> _WORK REQUIRED_: Using the data below, copy each line that includes the word "lineJoin".

> _EXERCISE MATERIAL_:
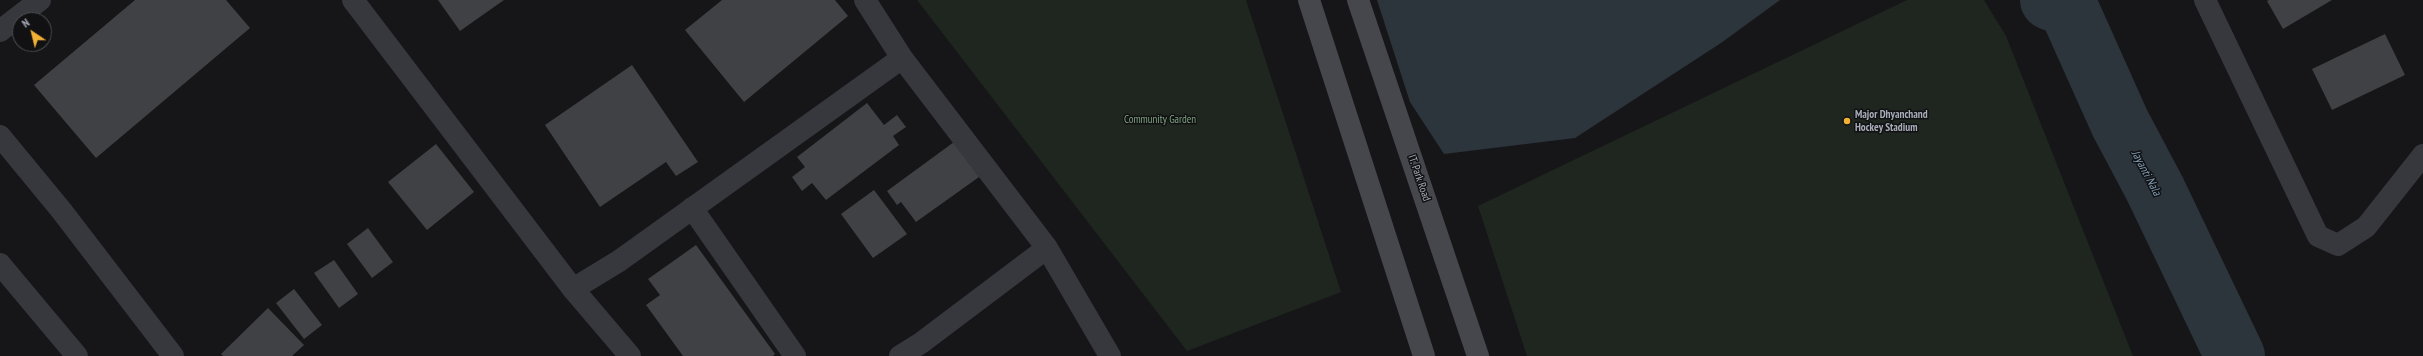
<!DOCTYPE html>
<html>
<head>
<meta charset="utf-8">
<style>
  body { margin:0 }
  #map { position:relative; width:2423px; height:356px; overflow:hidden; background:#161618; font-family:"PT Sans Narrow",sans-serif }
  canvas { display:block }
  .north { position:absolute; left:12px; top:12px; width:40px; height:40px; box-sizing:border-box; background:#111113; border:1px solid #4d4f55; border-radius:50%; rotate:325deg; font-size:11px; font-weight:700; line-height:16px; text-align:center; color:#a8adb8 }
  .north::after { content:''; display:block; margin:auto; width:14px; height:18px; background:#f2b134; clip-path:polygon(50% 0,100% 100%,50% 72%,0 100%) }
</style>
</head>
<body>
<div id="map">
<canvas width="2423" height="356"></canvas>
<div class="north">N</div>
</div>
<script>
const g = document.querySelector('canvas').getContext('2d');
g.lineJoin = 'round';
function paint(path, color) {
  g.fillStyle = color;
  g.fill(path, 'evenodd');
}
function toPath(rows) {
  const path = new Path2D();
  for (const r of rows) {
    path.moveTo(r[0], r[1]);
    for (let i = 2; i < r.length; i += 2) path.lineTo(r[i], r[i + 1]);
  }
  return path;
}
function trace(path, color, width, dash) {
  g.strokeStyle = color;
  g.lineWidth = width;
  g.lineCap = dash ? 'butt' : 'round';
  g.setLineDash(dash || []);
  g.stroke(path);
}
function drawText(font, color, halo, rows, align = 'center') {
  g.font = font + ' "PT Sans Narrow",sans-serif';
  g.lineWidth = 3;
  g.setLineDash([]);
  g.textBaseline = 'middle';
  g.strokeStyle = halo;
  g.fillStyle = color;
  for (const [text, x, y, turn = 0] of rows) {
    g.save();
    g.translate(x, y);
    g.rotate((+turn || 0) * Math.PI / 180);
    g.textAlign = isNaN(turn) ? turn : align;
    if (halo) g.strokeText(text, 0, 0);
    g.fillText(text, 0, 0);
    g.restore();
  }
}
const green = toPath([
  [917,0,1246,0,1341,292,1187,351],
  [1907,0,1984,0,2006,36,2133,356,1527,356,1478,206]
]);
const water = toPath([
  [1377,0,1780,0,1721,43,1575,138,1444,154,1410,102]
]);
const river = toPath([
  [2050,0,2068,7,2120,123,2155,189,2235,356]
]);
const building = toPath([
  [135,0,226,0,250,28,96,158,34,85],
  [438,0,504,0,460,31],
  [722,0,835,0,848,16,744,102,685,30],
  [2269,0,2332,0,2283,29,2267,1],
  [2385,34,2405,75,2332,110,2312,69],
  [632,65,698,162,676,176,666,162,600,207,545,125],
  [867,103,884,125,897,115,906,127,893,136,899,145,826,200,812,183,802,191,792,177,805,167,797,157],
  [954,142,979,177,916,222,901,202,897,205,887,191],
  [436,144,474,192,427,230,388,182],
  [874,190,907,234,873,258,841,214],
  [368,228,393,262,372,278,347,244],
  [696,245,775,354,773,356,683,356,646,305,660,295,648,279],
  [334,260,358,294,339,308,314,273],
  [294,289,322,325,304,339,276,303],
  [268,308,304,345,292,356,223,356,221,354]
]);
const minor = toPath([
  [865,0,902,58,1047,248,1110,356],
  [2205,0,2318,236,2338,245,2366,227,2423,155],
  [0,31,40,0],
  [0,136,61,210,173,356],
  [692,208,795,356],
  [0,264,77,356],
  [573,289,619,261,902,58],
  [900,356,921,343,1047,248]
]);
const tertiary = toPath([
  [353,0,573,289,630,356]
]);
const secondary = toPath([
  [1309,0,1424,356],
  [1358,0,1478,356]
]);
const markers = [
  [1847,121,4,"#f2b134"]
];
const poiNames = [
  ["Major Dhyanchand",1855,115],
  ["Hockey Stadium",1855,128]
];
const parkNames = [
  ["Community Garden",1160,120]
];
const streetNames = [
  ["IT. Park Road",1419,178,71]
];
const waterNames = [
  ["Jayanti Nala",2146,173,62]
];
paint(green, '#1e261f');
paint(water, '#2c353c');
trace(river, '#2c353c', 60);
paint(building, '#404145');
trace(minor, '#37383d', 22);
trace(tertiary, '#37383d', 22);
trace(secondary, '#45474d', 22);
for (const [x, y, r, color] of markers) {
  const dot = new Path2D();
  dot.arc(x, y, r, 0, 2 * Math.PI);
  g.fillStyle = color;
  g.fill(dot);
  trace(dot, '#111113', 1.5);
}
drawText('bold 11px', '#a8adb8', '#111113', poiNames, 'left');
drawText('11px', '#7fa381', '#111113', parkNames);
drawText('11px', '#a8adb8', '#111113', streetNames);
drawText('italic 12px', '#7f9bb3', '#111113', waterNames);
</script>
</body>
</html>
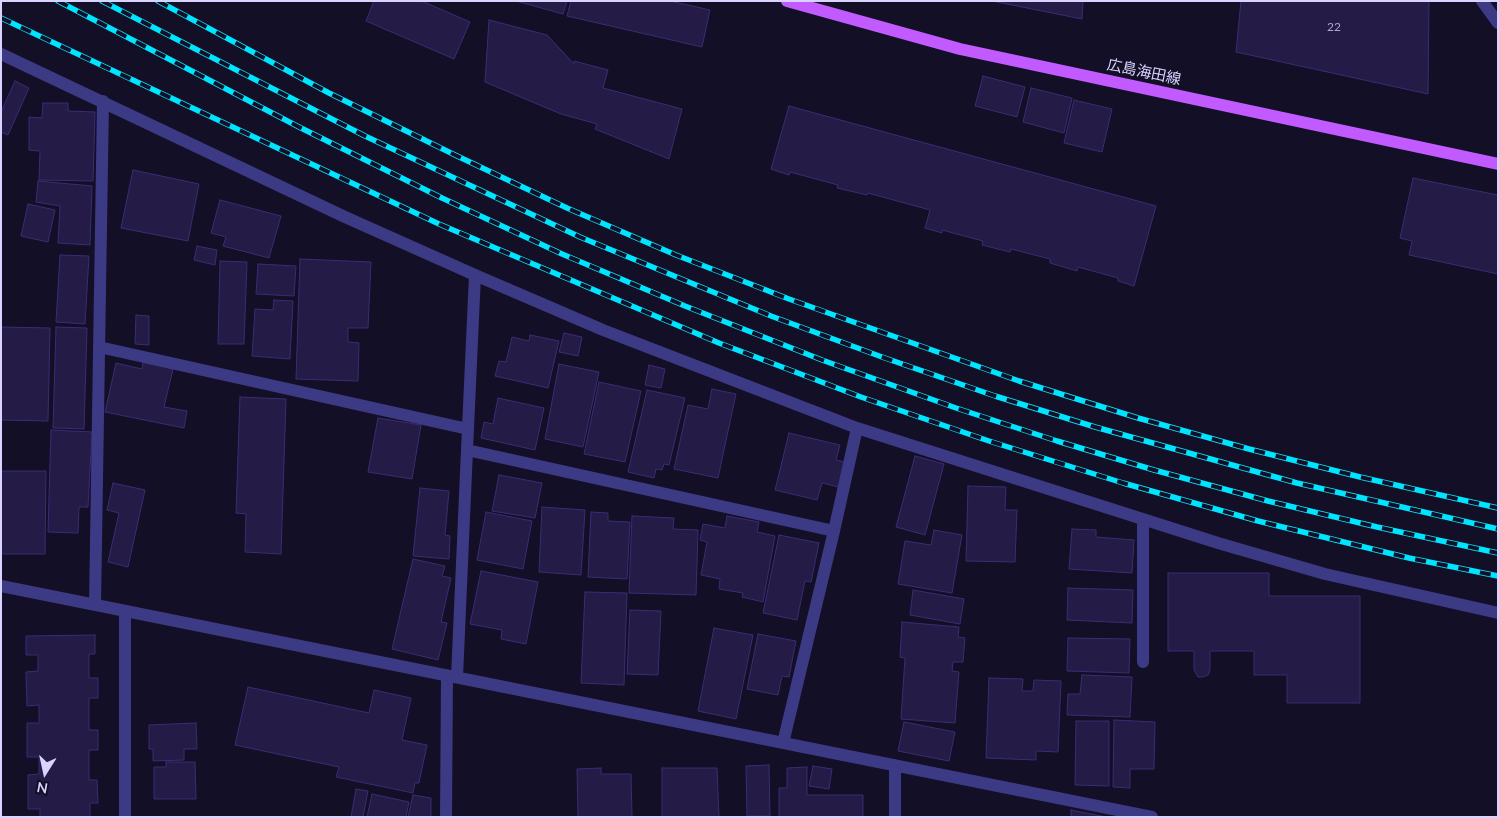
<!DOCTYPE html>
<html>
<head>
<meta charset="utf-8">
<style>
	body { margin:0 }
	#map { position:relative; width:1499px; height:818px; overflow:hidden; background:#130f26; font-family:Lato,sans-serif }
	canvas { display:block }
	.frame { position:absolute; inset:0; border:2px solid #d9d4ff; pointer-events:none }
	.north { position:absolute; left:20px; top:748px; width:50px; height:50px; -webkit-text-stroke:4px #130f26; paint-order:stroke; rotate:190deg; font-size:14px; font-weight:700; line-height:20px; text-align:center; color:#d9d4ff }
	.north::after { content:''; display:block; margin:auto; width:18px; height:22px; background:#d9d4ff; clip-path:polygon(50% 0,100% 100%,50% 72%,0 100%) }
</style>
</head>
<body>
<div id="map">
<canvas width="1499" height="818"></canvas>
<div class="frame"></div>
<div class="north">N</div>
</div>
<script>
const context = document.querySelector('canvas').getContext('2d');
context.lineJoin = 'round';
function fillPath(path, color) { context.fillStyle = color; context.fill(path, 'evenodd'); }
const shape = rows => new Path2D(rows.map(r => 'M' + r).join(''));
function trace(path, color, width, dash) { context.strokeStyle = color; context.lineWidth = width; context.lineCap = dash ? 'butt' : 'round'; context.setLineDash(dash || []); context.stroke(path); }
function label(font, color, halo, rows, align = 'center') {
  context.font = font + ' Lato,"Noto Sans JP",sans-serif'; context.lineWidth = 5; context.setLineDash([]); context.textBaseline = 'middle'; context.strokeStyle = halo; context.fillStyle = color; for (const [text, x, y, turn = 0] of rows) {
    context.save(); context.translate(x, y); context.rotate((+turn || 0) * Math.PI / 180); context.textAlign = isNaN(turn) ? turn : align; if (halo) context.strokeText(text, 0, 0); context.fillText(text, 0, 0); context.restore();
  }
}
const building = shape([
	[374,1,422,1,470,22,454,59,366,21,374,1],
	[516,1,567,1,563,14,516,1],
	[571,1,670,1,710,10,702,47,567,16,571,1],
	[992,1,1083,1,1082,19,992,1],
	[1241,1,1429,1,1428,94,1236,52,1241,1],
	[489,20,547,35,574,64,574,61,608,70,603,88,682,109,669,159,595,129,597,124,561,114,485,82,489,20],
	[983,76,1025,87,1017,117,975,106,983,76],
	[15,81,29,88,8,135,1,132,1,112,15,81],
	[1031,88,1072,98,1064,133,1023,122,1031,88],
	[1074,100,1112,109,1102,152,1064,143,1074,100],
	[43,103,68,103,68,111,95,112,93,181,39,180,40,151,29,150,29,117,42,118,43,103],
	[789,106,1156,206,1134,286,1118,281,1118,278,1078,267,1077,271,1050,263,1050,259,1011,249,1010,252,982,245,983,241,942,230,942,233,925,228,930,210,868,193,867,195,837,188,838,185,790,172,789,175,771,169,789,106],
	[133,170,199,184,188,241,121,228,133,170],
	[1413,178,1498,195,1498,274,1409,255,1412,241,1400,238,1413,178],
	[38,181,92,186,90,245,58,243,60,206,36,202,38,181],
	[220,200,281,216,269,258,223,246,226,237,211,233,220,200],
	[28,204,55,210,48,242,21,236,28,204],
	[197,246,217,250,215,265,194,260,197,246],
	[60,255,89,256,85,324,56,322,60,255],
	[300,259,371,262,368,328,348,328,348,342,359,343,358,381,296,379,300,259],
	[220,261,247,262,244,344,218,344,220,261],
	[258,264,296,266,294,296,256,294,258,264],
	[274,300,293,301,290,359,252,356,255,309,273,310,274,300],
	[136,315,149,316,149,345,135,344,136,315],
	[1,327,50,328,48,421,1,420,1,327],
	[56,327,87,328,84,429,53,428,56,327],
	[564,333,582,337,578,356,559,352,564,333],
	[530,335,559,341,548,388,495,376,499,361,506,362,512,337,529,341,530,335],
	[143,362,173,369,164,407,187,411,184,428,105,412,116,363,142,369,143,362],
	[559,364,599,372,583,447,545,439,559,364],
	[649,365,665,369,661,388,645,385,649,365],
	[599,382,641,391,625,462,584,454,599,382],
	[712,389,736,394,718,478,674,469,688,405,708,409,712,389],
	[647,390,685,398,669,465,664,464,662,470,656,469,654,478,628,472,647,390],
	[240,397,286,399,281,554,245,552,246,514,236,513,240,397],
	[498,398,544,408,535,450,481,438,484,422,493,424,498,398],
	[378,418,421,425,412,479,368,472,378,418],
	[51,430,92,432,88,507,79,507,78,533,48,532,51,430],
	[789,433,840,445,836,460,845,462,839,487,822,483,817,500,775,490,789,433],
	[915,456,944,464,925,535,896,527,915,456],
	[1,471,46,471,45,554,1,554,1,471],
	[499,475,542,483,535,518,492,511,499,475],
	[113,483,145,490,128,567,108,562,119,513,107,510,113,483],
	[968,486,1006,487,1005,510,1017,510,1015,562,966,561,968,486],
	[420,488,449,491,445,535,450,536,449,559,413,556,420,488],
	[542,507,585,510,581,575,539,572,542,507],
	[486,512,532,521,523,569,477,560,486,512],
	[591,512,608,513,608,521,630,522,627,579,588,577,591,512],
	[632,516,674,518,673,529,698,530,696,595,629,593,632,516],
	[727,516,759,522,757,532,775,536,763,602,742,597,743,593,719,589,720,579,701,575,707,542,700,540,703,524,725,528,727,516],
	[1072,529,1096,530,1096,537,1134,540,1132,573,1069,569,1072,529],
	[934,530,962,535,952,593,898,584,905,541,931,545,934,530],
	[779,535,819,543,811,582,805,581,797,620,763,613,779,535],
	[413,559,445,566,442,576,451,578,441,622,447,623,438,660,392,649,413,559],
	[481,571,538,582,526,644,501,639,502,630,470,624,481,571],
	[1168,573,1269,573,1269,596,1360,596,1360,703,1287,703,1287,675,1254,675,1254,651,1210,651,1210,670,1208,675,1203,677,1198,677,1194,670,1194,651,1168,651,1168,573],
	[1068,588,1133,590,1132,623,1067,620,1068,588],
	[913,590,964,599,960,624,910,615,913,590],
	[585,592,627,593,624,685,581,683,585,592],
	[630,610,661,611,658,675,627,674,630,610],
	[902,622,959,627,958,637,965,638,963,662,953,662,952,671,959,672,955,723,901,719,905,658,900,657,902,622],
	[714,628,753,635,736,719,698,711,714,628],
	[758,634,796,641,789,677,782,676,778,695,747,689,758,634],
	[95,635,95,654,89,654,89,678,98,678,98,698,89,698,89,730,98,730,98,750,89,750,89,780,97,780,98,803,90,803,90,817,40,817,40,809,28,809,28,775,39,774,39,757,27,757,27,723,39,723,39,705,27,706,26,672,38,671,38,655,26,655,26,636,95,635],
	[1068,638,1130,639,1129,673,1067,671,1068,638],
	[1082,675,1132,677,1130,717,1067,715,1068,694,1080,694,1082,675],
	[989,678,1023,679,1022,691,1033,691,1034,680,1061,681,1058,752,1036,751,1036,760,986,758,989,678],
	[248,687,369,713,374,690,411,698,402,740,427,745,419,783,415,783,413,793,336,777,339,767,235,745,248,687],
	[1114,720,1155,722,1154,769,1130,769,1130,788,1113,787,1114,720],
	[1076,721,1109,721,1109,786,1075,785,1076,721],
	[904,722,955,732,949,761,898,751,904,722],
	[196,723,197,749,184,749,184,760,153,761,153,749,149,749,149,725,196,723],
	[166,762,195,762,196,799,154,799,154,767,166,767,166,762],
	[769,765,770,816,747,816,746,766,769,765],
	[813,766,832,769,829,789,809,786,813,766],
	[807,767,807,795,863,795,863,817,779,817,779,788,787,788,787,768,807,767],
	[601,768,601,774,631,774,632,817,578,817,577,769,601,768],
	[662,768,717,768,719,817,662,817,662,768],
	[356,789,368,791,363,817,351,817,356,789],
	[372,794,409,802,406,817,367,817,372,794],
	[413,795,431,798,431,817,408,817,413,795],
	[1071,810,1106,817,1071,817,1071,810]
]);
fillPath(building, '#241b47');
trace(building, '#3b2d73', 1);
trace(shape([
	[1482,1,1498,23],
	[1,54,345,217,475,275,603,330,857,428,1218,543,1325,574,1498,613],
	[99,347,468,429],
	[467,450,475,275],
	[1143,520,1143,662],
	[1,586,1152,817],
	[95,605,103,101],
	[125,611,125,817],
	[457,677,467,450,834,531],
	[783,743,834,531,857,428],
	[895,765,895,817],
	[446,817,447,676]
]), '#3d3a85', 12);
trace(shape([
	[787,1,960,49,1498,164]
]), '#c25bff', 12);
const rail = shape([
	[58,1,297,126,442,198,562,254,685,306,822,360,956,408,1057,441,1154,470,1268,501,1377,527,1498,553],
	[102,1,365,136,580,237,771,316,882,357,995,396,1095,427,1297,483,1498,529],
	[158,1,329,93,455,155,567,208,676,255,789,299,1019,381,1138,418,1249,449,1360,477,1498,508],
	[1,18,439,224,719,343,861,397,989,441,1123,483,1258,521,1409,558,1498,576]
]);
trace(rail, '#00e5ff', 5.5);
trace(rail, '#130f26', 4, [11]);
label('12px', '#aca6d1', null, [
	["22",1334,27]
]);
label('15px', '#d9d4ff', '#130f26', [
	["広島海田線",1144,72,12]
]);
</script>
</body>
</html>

> _REPLY TO THE EXERCISE_:
g.lineJoin = 'round';
context.lineJoin = 'round';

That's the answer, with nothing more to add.